Superior is from the Latin word supra meaning above. Appendage is Latin meaning to hang to or from. It comes from the Latin ad meaning to and pendere, the verb to hang. Limb arises from the Anglo-Saxon word lim. This word means a branch and has come to mean an arm or leg because they branch from the trunk.
The shoulder girdle forms a joint with the brachial element, the humerus, at the highly mobile ball-and-socket joint of the shoulder. Distally the humerus joins the radius and ulna to form the hinge-like elbow joint. The radius and the ulna form a pivot joint between them called the radio-ulnar joint allowing for supination and pronation of the hand. Distally the radius articulates with the carpal bones forming a bi-axial ellipsoid joint. The hand exhibits a variety of joints, from the plane joints between the carpal bones to the hinge joints between the phalanges.

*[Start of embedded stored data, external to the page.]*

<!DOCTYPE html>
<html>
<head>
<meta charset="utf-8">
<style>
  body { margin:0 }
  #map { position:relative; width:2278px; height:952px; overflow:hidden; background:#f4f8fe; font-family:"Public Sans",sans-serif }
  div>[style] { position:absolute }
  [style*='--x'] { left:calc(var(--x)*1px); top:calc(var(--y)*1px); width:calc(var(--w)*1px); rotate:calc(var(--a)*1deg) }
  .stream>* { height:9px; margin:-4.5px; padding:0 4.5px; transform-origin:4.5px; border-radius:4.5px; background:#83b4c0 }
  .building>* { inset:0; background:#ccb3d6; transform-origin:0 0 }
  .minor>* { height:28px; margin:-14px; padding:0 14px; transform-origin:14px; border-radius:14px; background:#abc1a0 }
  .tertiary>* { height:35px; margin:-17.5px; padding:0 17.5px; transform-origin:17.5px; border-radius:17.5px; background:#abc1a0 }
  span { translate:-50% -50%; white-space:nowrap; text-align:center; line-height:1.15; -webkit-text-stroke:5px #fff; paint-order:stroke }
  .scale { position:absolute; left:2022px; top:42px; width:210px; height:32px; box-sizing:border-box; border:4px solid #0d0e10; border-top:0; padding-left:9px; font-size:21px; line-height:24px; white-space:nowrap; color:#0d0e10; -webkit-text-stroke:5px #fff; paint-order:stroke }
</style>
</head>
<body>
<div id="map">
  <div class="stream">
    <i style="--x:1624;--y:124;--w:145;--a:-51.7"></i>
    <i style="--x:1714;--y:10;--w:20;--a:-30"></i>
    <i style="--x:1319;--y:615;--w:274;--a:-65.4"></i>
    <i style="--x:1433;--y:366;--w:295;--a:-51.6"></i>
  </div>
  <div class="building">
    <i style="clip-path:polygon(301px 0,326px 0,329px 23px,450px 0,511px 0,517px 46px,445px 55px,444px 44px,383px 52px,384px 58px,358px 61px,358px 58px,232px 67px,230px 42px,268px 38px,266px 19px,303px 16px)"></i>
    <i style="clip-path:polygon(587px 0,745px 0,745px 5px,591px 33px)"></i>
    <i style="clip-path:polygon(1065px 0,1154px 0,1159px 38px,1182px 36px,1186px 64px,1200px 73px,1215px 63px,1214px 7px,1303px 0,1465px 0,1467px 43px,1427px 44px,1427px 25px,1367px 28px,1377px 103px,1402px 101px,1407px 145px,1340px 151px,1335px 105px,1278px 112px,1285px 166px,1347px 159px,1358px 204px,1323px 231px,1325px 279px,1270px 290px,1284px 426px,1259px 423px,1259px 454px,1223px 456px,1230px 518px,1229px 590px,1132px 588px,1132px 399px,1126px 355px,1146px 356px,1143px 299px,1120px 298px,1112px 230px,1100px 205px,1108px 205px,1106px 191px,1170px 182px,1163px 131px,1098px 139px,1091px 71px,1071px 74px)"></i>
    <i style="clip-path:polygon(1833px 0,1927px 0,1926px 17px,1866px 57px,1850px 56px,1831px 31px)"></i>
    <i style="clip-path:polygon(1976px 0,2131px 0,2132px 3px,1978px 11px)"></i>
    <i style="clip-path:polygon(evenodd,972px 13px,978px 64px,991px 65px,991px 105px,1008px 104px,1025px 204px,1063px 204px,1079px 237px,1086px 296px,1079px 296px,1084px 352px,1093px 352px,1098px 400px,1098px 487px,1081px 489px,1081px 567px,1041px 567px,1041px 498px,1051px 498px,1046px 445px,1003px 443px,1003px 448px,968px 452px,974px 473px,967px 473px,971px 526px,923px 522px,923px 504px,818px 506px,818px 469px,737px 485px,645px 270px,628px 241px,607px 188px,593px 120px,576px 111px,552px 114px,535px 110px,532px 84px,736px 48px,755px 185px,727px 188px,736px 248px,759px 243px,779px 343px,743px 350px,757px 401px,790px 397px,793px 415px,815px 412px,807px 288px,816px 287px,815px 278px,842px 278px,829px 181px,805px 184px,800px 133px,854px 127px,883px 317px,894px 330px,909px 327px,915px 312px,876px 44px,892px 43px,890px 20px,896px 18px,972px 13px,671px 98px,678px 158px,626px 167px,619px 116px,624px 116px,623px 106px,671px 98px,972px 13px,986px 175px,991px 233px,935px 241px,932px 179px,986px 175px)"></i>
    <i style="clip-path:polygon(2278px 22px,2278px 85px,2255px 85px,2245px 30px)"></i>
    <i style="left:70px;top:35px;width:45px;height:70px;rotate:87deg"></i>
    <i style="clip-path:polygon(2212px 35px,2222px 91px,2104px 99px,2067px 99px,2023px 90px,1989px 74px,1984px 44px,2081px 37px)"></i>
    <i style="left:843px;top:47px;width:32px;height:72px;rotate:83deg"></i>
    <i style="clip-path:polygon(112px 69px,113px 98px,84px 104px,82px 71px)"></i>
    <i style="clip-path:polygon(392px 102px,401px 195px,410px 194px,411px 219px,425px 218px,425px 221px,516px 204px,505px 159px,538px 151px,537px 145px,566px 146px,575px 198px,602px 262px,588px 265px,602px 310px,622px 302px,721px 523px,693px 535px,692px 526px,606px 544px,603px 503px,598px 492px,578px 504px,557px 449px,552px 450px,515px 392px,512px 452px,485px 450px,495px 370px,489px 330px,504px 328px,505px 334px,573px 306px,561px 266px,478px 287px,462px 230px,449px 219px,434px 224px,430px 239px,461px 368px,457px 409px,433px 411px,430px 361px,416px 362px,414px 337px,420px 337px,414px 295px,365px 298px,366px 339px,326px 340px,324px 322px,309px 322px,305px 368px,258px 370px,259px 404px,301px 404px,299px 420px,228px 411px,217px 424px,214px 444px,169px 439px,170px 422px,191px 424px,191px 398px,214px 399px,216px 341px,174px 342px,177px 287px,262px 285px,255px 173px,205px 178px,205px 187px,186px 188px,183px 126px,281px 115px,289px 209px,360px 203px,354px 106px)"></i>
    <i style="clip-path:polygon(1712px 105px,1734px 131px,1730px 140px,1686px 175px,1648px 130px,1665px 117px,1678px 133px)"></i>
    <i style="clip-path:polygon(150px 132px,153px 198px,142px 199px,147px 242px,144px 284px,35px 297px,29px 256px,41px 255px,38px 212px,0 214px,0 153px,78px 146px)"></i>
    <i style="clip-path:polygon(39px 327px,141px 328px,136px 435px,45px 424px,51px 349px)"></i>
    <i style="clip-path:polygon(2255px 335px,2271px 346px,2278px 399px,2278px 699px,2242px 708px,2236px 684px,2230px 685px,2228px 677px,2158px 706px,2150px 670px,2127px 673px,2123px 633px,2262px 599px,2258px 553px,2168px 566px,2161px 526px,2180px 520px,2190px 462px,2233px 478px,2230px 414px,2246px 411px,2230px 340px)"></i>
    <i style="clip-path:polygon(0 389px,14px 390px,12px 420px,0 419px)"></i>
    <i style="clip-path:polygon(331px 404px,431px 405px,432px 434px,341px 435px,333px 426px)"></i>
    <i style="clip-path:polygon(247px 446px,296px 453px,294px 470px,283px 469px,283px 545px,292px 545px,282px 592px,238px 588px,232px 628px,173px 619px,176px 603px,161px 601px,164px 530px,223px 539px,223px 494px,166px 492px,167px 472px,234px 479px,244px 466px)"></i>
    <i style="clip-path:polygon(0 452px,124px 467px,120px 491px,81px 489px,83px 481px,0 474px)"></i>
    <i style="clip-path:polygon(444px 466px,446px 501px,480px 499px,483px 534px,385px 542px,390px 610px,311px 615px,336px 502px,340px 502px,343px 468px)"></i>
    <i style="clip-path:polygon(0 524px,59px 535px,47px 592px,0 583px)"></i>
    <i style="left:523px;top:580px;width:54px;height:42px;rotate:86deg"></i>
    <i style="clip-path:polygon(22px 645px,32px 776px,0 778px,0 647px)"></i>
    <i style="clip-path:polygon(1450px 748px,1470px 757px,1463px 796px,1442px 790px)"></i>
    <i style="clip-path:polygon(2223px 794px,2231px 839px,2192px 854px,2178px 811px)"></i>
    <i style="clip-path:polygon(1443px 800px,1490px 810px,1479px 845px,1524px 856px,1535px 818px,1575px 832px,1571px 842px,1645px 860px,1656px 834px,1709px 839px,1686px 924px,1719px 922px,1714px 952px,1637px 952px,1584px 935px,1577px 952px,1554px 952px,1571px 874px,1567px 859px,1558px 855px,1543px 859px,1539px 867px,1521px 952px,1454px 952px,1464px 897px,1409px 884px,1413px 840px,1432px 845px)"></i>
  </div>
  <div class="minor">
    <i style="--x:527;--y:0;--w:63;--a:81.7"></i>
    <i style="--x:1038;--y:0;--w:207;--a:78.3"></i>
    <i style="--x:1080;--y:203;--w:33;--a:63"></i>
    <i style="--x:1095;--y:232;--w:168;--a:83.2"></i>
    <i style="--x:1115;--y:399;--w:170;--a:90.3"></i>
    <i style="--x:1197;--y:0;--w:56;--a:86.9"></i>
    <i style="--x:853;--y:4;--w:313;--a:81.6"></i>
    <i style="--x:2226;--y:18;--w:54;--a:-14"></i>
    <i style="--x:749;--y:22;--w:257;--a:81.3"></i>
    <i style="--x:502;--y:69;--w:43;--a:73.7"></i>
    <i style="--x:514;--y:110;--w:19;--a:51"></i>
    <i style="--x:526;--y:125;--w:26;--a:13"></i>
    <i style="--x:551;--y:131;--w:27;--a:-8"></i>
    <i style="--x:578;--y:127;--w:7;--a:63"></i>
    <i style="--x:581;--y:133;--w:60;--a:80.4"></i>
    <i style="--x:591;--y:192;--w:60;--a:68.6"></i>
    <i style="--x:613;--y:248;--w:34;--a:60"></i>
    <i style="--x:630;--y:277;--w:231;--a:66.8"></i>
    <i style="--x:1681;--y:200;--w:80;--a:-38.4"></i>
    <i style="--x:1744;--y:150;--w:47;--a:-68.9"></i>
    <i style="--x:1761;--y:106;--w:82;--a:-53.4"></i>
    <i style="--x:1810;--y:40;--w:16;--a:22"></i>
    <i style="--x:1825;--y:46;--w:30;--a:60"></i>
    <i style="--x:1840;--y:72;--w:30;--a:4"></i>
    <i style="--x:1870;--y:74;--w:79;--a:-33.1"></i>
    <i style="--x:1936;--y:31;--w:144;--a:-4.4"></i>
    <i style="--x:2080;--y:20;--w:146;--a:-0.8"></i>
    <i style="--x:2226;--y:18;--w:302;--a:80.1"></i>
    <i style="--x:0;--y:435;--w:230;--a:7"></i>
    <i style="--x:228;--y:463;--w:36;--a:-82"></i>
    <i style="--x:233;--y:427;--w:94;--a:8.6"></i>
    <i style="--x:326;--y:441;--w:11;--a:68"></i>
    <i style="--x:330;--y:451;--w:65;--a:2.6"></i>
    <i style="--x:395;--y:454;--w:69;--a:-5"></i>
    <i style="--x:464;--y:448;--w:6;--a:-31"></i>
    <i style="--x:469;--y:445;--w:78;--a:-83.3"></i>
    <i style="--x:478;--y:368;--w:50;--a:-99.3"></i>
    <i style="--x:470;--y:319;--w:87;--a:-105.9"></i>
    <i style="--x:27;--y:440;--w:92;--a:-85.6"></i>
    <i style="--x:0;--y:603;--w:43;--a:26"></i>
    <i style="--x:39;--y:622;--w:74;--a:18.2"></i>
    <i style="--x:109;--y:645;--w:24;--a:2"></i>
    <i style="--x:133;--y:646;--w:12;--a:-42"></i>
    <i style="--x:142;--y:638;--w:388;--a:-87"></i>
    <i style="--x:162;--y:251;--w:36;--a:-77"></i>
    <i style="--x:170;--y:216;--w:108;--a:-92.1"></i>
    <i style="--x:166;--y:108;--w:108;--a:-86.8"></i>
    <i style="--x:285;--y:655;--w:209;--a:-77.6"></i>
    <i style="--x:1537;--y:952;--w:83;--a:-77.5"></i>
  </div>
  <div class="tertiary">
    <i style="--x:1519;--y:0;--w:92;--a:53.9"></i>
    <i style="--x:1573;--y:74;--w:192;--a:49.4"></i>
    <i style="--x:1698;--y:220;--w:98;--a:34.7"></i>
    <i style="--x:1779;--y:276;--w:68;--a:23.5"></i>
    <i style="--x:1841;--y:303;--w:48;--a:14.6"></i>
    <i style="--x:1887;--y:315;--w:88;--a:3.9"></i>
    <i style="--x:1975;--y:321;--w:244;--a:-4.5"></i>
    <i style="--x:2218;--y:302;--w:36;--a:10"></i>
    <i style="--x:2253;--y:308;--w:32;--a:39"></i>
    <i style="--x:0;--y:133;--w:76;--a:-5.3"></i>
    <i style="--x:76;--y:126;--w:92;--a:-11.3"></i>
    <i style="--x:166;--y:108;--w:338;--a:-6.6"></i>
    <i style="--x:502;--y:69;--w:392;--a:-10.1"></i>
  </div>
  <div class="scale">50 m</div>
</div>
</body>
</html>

All the bones of the limbs ossify endochonrally. During this endochondral ossification the long bones of the limbs develop synchondrotic joints called epiphyseal growth plates. These cartilage plates form the growth centers during the early years (up to age 25) of postnatal life. Some general rules for ossification patterns in these bones are: 1) primary ossification centers appear during the end of the embryonic period; 2) secondary ossification centers appear near the time of birth; 3) secondary centers typically appear earlier in females; 4) secondary centers that appear early will usually fuse later.